The predicted AS3MT of F. prausnitzii has a particular interest. Coryell et al.[22] recently showed that in germ-free mice that received microbiome from different human donors, the microbiome and its composition matter for both the uptake of arsenic in the gut and the tolerance to arsenic toxicity. Further, using an As3mt-knockout mouse model, they found that both AS3MT encoded by the mouse genome and an intact gut microbiome are necessary for full protection against arsenic toxicity. This protection was hypothesized to be accounted for by arsenic-metabolizing bacteria in the gut (such from those carrying the Ars operon, containing the arsM gene),[15] but this was not clarified in the study. Coryell and co-workers[22] also selected the very common gut bacterium F. prausnitzii and showed that this single bacterium could confer resistance to arsenic toxicity. We can here for the first time show that this bacterium actually methylates arsenic, an activity that is likely to contribute to its protection to arsenic. Further, it shows that humans carry two bacterial systems for arsenic methylation: one bacterium-derived AS3MT incorporated in the human genome from Group 1 and one in F. prausnitzii from Group 2 present in the gut microbiome. One hypothesis is that AS3MT in human gut bacteria confers a similar arsenic tolerance as that shown in mice. If this is true also for humans, it would be interesting to investigate the gut microbiota in populations susceptible or tolerant to arsenic.[14]

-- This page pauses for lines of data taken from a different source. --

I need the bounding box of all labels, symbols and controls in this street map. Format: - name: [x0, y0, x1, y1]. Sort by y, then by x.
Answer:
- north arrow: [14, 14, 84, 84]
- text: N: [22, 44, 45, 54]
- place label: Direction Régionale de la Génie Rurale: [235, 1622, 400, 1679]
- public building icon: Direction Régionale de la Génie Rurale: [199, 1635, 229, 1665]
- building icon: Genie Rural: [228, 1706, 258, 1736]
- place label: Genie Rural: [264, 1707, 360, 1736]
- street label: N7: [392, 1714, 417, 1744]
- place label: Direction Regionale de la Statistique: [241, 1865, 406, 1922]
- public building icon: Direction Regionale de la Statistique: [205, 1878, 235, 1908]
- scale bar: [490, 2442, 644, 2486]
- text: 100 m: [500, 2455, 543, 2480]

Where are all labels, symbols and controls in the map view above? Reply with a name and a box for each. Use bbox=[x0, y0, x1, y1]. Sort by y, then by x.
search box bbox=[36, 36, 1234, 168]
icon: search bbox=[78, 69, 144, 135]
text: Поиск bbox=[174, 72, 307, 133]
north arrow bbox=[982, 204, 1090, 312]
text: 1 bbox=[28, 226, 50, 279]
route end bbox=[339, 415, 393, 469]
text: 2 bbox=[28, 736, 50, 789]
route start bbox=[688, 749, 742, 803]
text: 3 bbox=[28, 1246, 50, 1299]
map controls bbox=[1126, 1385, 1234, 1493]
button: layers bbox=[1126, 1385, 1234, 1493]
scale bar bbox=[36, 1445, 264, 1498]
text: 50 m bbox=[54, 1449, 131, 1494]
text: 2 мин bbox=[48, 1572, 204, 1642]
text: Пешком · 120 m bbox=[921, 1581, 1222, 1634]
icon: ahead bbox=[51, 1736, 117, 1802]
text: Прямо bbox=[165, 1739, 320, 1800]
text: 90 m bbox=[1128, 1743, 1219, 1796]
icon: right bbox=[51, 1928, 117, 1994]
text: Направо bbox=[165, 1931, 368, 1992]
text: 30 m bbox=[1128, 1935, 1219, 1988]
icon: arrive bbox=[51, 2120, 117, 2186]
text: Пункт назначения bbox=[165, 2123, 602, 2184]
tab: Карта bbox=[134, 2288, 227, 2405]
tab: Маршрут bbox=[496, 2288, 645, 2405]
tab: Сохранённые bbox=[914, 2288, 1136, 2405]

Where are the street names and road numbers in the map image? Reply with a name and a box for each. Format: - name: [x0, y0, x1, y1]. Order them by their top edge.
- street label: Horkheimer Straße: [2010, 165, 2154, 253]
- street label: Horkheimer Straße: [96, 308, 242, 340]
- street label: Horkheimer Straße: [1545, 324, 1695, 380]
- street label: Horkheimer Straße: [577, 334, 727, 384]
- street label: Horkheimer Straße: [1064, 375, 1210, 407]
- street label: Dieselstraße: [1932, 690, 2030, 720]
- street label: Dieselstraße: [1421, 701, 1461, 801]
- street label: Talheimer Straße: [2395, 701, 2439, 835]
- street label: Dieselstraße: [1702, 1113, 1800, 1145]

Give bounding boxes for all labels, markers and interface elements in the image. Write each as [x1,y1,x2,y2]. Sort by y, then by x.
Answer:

Strengths of the present study are the large number of predicted AS3MT proteins tested and the combination of phylogenetic analysis with phenotypic characterization. Taken together, the data demonstrates that at least two phylogenetically and biochemically divergent AS3MTs have been acquired in separate events from eubacteria to animal genomes and that humans have two AS3MT-based systems for protection against arsenic among which only one is part of the human genome. One originates from an ancient event of HGT from a prokaryote to a eukaryotic ancestor, while the other is part of the genome of a free-living prokaryote.